If you’ve seen Top Gun or Transformers, you may have wondered: Does all of that military machinery on screen come with strings attached? Does the military actually get a crack at the script? Theaters of War digs deep into a vast new trove of recently released internal government documents to bring the answers to these questions into sharp focus. Traveling across America, filmmaker and media scholar Roger Stahl engages an array of other researchers, bewildered veterans, PR insiders, and industry producers willing to talk. In unsettling and riveting detail, he discovers how the military and CIA have pushed official narratives while systematically scrubbing scripts of war crimes, corruption, racism, sexual assault, coups, assassinations, and torture. From The Longest Day to Lone Survivor, Iron Man to Iron Chef, and James Bond to Jack Ryan, Theaters of War uncovers an alternative “cinematic universe” that stands as one of the great Pentagon PR coups of our time. As these activities gain new public scrutiny, new questions arise: How have they managed to fly under the radar for so long? And where do we go from here?
Biography:
Roger Stahl is a professor of Communication Studies at the University of Georgia who studies rhetoric, media, and culture. His work has focused on understanding propaganda and public relations as they relate to state violence, conflict, and security.
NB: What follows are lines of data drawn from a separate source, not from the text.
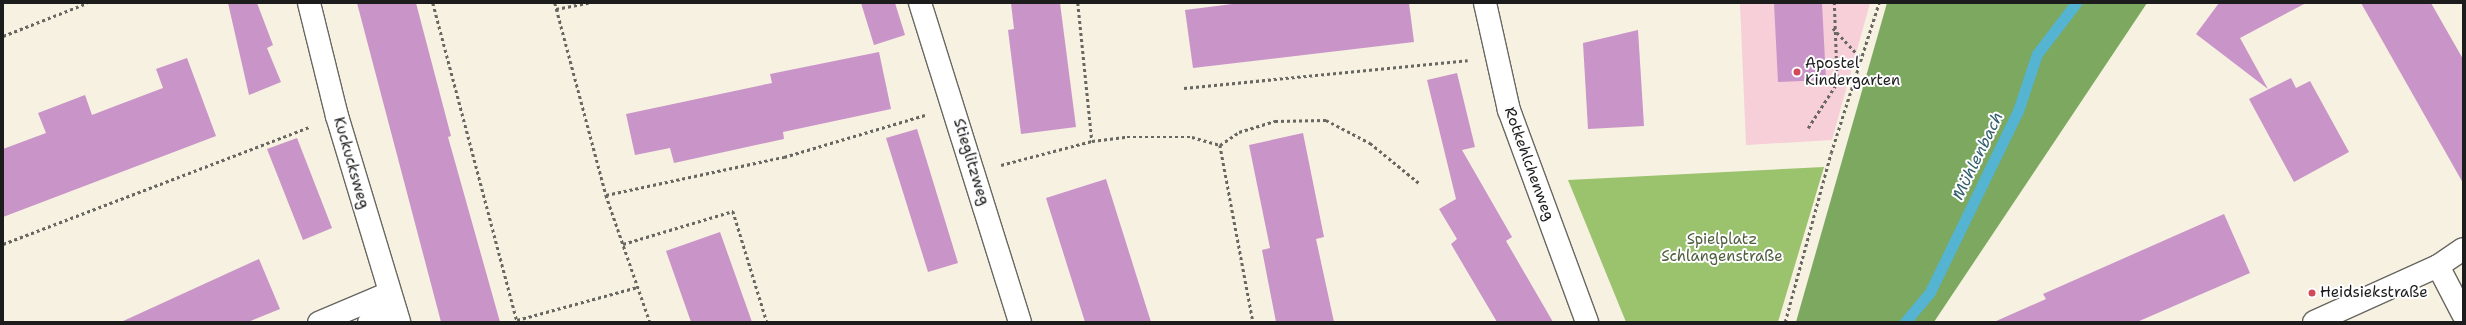 <!DOCTYPE html>
<meta charset="utf-8">
<style>
body{margin:0}
#map{position:relative;width:2466px;height:325px;overflow:hidden;background:#f6f1e1;font-family:"Shantell Sans",sans-serif}
div>[style]{position:absolute}
.built>*{inset:0;background:#f6cfd8}
.green>*{inset:0;background:#9bc26d}
.forest>*{inset:0;background:#7ca860}
.stream>*{height:11px;margin:-5.5px;padding:0 5.5px;transform-origin:5.5px;border-radius:5.5px;background:#54b4d2}
.building>*{inset:0;background:#c994c8}
.path>*{height:2.5px;margin-top:-1.25px;transform-origin:0;background:repeating-linear-gradient(90deg,#686761 0 3px,transparent 0 6px)}
.roads{filter:drop-shadow(1px 0 #686761) drop-shadow(-1px 0 #686761) drop-shadow(0 1px #686761) drop-shadow(0 -1px #686761)}
.service>*{height:21px;margin:-10.5px;padding:0 10.5px;transform-origin:10.5px;border-radius:10.5px;background:#fff}
.minor>*{height:22px;margin:-11px;padding:0 11px;transform-origin:11px;border-radius:11px;background:#fff}
.dots>*{width:11px;height:11px;translate:-50% -50%;box-sizing:border-box;border:2px solid #fff;border-radius:50%}
span{translate:-50% -50%;white-space:nowrap;text-align:center;line-height:1.15;-webkit-text-stroke:4px #fff;paint-order:stroke}
.poi-label{font-size:15px;color:#1c1c1c}
.left{translate:0 -50%;text-align:left}
.street-label{font-size:15px;color:#1c1c1c}
.park-label{font-size:15px;color:#4f5e3c}
.water-label{font-size:16px;color:#35606e;font-style:italic}
.frame{position:absolute;inset:0;border:4px solid #1c1c1c;pointer-events:none}
</style>
<div id="map">
<div class="built">
<div style="clip-path:polygon(1740px 3px,1870px 3px,1832px 140px,1746px 145px)"></div>
</div>
<div class="green">
<div style="clip-path:polygon(1824px 167px,1778px 322px,1626px 322px,1568px 180px)"></div>
</div>
<div class="forest">
<div style="clip-path:polygon(1887px 3px,2147px 3px,1934px 322px,1796px 322px)"></div>
</div>
<div class="stream">
<div style="left:1905px;top:322px;width:39px;rotate:-50deg"></div>
<div style="left:1930px;top:292px;width:201px;rotate:-64.1deg"></div>
<div style="left:2018px;top:111px;width:60px;rotate:-71.6deg"></div>
<div style="left:2037px;top:54px;width:64px;rotate:-52.6deg"></div>
</div>
<div class="building">
<div style="clip-path:polygon(228px 3px,257px 3px,273px 45px,267px 48px,281px 82px,249px 95px)"></div>
<div style="clip-path:polygon(357px 3px,416px 3px,451px 136px,448px 137px,500px 322px,441px 322px)"></div>
<div style="clip-path:polygon(861px 3px,895px 3px,905px 35px,874px 45px)"></div>
<div style="clip-path:polygon(1011px 3px,1060px 3px,1076px 127px,1021px 134px,1008px 30px,1014px 29px)"></div>
<div style="clip-path:polygon(1240px 3px,1409px 3px,1414px 42px,1193px 68px,1185px 10px)"></div>
<div style="clip-path:polygon(1774px 3px,1822px 3px,1826px 80px,1778px 82px)"></div>
<div style="clip-path:polygon(2219px 3px,2306px 3px,2240px 38px,2268px 89px,2196px 34px)"></div>
<div style="clip-path:polygon(2361px 3px,2431px 3px,2463px 59px,2463px 183px)"></div>
<div style="clip-path:polygon(1638px 30px,1644px 126px,1588px 129px,1583px 43px)"></div>
<div style="clip-path:polygon(879px 52px,891px 109px,783px 132px,784px 139px,674px 163px,670px 148px,635px 155px,626px 114px,772px 83px,770px 74px)"></div>
<div style="clip-path:polygon(187px 58px,216px 136px,3px 217px,3px 149px,46px 133px,38px 113px,85px 95px,92px 115px,118px 105px,163px 88px,156px 69px)"></div>
<div style="clip-path:polygon(1457px 73px,1475px 147px,1462px 150px,1512px 237px,1506px 241px,1553px 322px,1497px 322px,1451px 244px,1457px 239px,1439px 209px,1456px 199px,1427px 80px)"></div>
<div style="clip-path:polygon(2291px 78px,2296px 88px,2310px 81px,2349px 152px,2294px 182px,2249px 99px)"></div>
<div style="clip-path:polygon(917px 129px,958px 263px,928px 272px,886px 138px)"></div>
<div style="clip-path:polygon(1303px 133px,1324px 237px,1316px 239px,1334px 322px,1276px 322px,1262px 250px,1270px 248px,1249px 145px)"></div>
<div style="clip-path:polygon(297px 138px,332px 228px,303px 240px,267px 149px)"></div>
<div style="clip-path:polygon(1106px 179px,1151px 322px,1085px 322px,1046px 198px)"></div>
<div style="clip-path:polygon(2224px 214px,2250px 273px,2137px 322px,1994px 322px,2046px 299px,2043px 294px)"></div>
<div style="clip-path:polygon(720px 232px,752px 322px,691px 322px,666px 251px)"></div>
<div style="clip-path:polygon(259px 259px,280px 309px,248px 322px,121px 322px)"></div>
</div>
<div class="path">
<div style="left:433px;top:3px;width:330px;rotate:75.2deg"></div>
<div style="left:555px;top:3px;width:199px;rotate:75.1deg"></div>
<div style="left:606px;top:195px;width:134px;rotate:70.9deg"></div>
<div style="left:1078px;top:3px;width:139px;rotate:84.2deg"></div>
<div style="left:556px;top:9px;width:33px;rotate:-11deg"></div>
<div style="left:1833px;top:28px;width:41px;rotate:47deg"></div>
<div style="left:3px;top:36px;width:90px;rotate:-21.4deg"></div>
<div style="left:1184px;top:88px;width:285px;rotate:-5.6deg"></div>
<div style="left:1808px;top:128px;width:54px;rotate:-57.2deg"></div>
<div style="left:1837px;top:83px;width:80px;rotate:-92.1deg"></div>
<div style="left:1220px;top:145px;width:23px;rotate:-34deg"></div>
<div style="left:1239px;top:132px;width:38px;rotate:-17deg"></div>
<div style="left:1275px;top:121px;width:51px;rotate:-1.1deg"></div>
<div style="left:1326px;top:120px;width:50px;rotate:27.6deg"></div>
<div style="left:1370px;top:143px;width:63px;rotate:39.2deg"></div>
<div style="left:1001px;top:165px;width:94px;rotate:-14.8deg"></div>
<div style="left:1092px;top:141px;width:35px;rotate:-7deg"></div>
<div style="left:1127px;top:137px;width:65px"></div>
<div style="left:1192px;top:137px;width:29px;rotate:16deg"></div>
<div style="left:1220px;top:145px;width:180px;rotate:79.4deg"></div>
<div style="left:606px;top:195px;width:182px;rotate:-12.1deg"></div>
<div style="left:784px;top:157px;width:147px;rotate:-16.6deg"></div>
<div style="left:3px;top:244px;width:328px;rotate:-20.9deg"></div>
<div style="left:623px;top:244px;width:115px;rotate:-16.7deg"></div>
<div style="left:733px;top:211px;width:116px;rotate:73deg"></div>
<div style="left:517px;top:320px;width:125px;rotate:-15.3deg"></div>
<div style="left:1785px;top:322px;width:175px;rotate:-74.8deg"></div>
<div style="left:1831px;top:153px;width:157px;rotate:-72.3deg"></div>
</div>
<div class="roads">
<div class="service">
<div style="left:318px;top:322px;width:77px;rotate:-22.9deg"></div>
<div style="left:368px;top:322px;width:30px;rotate:-23deg"></div>
</div>
<div class="minor">
<div style="left:309px;top:3px;width:116px;rotate:76.1deg"></div>
<div style="left:337px;top:116px;width:215px;rotate:73.2deg"></div>
<div style="left:920px;top:3px;width:334px;rotate:72.6deg"></div>
<div style="left:1485px;top:3px;width:110px;rotate:77.4deg"></div>
<div style="left:1509px;top:110px;width:226px;rotate:69.8deg"></div>
<div style="left:2438px;top:266px;width:54px;rotate:62.5deg"></div>
<div style="left:2314px;top:322px;width:136px;rotate:-24.3deg"></div>
<div style="left:2438px;top:266px;width:30px;rotate:-34deg"></div>
</div>
</div>
<div class="dots">
<div style="left:1797px;top:72px;background:#d1495b"></div>
<div style="left:2312px;top:293px;background:#d1495b"></div>
</div>
<div class="poi-label">
<span class="left" style="left:1805px;top:72px">Apostel<br>Kindergarten</span>
<span class="left" style="left:2320px;top:293px">Heidsiekstraße</span>
</div>
<div class="street-label">
<span style="left:971px;top:162px;rotate:73deg">Stieglitzweg</span>
<span style="left:351px;top:163px;rotate:74deg">Kuckucksweg</span>
<span style="left:1529px;top:164px;rotate:70deg">Rotkehlchenweg</span>
</div>
<div class="park-label">
<span style="left:1722px;top:248px">Spielplatz<br>Schlangenstraße</span>
</div>
<div class="water-label">
<span style="left:1978px;top:156px;rotate:-64deg">Mühlenbach</span>
</div>
<div class="frame"></div>
</div>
His most recent book, Through the Crosshairs: War, Visual Culture, and the Weaponized Gaze (Rutgers UP, 2018), traces the history of the gun-camera and examines the ways that the public has been increasingly invited to picture war through the weapon’s eye. His previous book, Militainment, Inc. (Routledge, 2010) maps the military-entertainment complex. In a more public capacity, he has produced documentary films, including Theaters of War (2022), Through the Crosshairs (2018), Returning Fire (2011), and Militainment, Inc. (2007), all of which are currently distributed by the Media Education Foundation. He and his work have been featured in such venues as NPR’s All Things Considered, The Guardian, and Al Jazeera.